’A strange idea has come into my mind, and I cannot help smiling at the topsyturvydom of Nature, or what seems to be topsyturvydom. You, who began by living in your instincts, are now wandering beyond Palestine in search of scrolls; and I, who began my life in scrolls, am now going to try to pick up the lost thread of my instincts in some great commercial town, in London or New York. My life for a long time will be that of some poor clerk or some hack journalist, picking up thirty shillings a week when he is in luck. I imagine myself in a threadbare suit of clothes edging my way along the pavement, nearing a great building, and making my way to my desk, and, when the day’s work is done, returning home along the same pavement to a room high up among the rafters, close to the sky, in some cheap quarter.

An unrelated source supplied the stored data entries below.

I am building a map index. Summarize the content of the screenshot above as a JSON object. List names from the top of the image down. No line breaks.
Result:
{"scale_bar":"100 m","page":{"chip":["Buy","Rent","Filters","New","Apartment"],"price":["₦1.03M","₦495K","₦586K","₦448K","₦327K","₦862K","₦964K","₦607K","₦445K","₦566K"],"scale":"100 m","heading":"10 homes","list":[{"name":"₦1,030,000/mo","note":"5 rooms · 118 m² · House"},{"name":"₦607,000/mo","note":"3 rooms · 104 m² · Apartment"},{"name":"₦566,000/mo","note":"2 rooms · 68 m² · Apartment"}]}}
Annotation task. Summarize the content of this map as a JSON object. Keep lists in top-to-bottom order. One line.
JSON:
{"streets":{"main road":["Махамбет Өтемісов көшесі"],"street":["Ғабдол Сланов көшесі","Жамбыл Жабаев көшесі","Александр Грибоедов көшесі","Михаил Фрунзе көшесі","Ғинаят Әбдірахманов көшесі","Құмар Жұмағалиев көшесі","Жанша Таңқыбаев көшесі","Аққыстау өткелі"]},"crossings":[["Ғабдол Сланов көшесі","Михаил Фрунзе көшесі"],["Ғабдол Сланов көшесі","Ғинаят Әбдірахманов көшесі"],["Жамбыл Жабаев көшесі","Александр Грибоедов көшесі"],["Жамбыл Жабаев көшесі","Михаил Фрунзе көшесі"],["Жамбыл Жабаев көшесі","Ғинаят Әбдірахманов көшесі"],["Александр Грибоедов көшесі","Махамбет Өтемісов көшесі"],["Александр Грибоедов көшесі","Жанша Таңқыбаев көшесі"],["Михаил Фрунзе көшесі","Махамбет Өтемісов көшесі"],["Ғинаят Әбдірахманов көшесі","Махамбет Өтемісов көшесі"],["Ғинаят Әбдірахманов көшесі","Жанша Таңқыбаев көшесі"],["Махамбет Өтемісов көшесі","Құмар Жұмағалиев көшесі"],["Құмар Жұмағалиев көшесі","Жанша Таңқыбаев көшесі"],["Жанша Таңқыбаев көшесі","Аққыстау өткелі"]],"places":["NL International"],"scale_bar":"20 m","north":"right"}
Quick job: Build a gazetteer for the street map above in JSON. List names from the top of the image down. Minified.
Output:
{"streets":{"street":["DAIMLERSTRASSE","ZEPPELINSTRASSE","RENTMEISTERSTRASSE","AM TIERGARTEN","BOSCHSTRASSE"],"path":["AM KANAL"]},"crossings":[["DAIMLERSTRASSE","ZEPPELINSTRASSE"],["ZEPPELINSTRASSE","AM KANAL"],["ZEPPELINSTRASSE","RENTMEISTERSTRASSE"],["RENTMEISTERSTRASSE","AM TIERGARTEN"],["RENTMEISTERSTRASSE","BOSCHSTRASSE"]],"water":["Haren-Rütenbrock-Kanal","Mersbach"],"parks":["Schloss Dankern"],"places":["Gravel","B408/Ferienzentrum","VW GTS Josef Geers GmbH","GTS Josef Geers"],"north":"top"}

’I do not doubt my ability to pick up a living—it will be a shameful thing indeed if I cannot; for the poor curlew with its legs tied together managed to live somehow, and cannot I do as much? And I have taken care that no fetters shall be placed upon my legs or chain about my neck. Anything may happen—life is full of possibilities—but my first concern must be how I may earn my living. To earn one’s living is an obligation that can only be dispensed with at one’s own great risk. What may happen afterwards, Heaven knows! I may meet you, or I may meet another woman, or I may remain unmarried. I do not intend to allow myself to think of these things; my thoughts are set on one thing only—how to get to New York, and how I shall pick up a living when I get there. Again I thank you for what you have done for me, for the liberation you have brought me of body and mind. I need not have added the words “body and mind,” for these are not two things, but one thing. And that is the lesson I have learned. Good-bye.
It would be a full moon on the fifteenth of July, and every night he went out on the hillside to watch the horned moon swelling to a disc.
And on the fifteenth, the day he had settled for his departure, as he sat thinking how he would go down to the lake in a few hours, a letter started to his mind which, as well as he could remember, was written in a foolish, vainglorious mood—a stupid letter that must have made him appear a fool in her eyes. Had he not said something about—The thought eluded him; he could only remember the general tone of his letter, and in it he seemed to consider Nora as a sort of medicine—a cure for religion.
He should have written her a simple little letter, telling her that he was leaving Ireland because he had suffered a great deal, and would write to her from New York, whereas he had written her the letter of a booby. And feeling he must do something to rectify his mistake, he went to his writing-table, but he had hardly put the pen to the paper when he heard a step on the gravel outside his door.